The Tribunal noted that as per the new regime the date of assignment of LCN cannot be earlier than 01 February 2019 as TRAI had issued Press Note on 28.12.2018 which required new agreements to come in force from 01 February. The one year LCN lock-in period would have come in then only. Zee pointed out that Den’s JVs were not legally obliged to disturb the LCNs of petitioner’s channels at least for one year i.e January 2020.
In its response, DEN ADN and CCN DEN submitted that Zee’s channels were already available on its platform with the same LCN that was left unchanged on 30.04.2019, even after the lapse of its last assignment. It said that the new regime came into effect on 03.07.2018 when TRAI notified it and hence LCN assignments, even if counted from that date was more than one year old.

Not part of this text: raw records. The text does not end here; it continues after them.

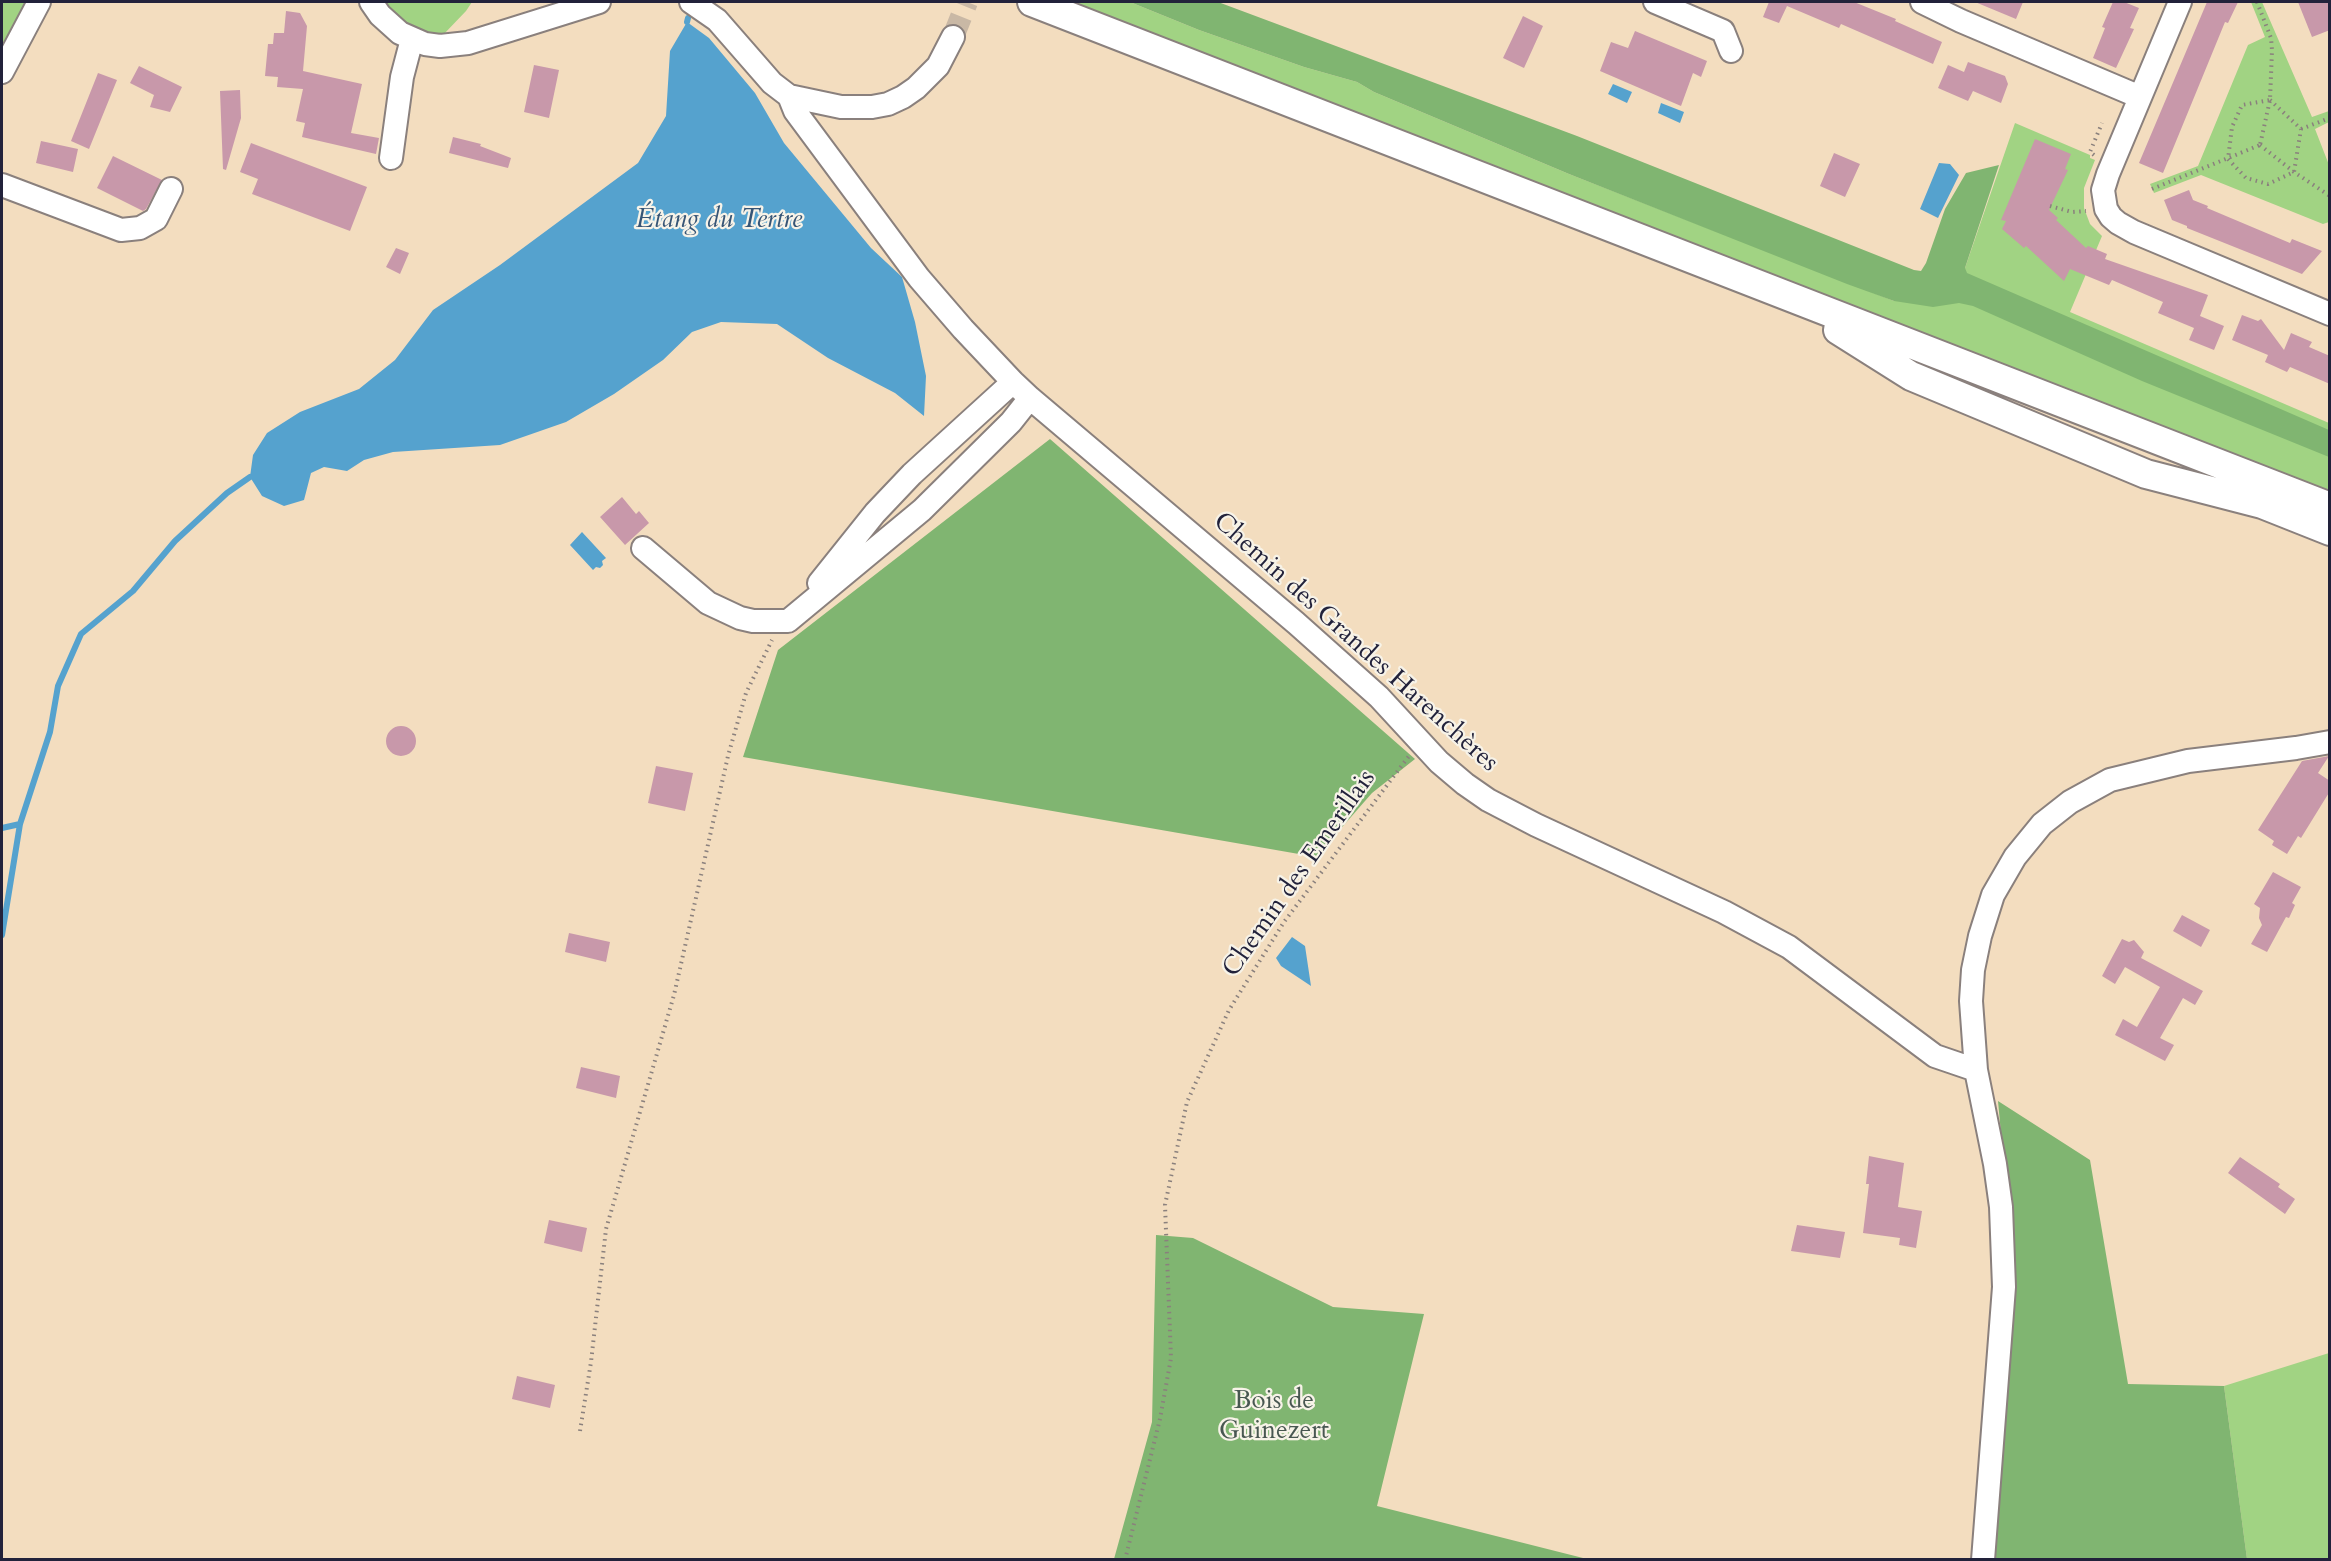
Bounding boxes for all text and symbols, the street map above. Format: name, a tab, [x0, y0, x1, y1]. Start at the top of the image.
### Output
water label: Étang du Tertre	[636, 205, 802, 237]
street label: Chemin des Grandes Harenchères	[1206, 507, 1504, 779]
street label: Chemin des Emerillais	[1217, 765, 1383, 983]
park label: Bois de Guinezert	[1219, 1386, 1329, 1448]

They also pointed out that the current agreement doesn’t mention when the period of one year shall begin and that the date of agreement cannot be taken as the date of assignment as the broadcaster had the power to amend or issue fresh RIOs after 30 days notice and had already issued at least 6 new RIOs from Dec 2018 to June 2019. The tribunal noted that this submission overlooked the fact that the RIO can not be for less than a year.
DEN pointed out that TRAI’s Press Note allowed further migration time but didn’t specify the date of the LCN assignment. It submitted that it came into effect after the stay was lifted by the courts and hence all timelines commenced from 03.07.2018. It said that further time by TRAI for migration didn’t affect the coming into force of new regulations. It relied on the judgment of Delhi High Court wherein it has been held that after issuing a notification, the Government can’t assume further powers to withdraw the notification so as to nullify the Act.
TDSAT found more force in the submissions of Zee on careful consideration of rival contentions. It accepted Zee’s stand that the LCN can only be assigned when the channels become available for the network on the execution of the agreement. It noted that the extension of migration time directly protects the earlier regime.
As the new regulations bar placement agreements, there could be no freedom to MSO to assign the LCN for one year period until the old contractual obligations came to an end. The court noted that the new regulation mandated a one-year lock-in period for LCN even after reassignment due to the availability of channels on account of renewal of agreement/fresh agreement under the new regime.
Finding merit in Zee’s claim TDSAT ruled that DEN ADN and CCN DEN had illegally changed Zee channels LCN before the expiry of the prescribed period of minimum one year which has to be counted from 01 February 2019 when the new regulations came into effect. It directed that Zee’s channels should be restored to the earlier LCN forthwith and in any case within two days from the order date.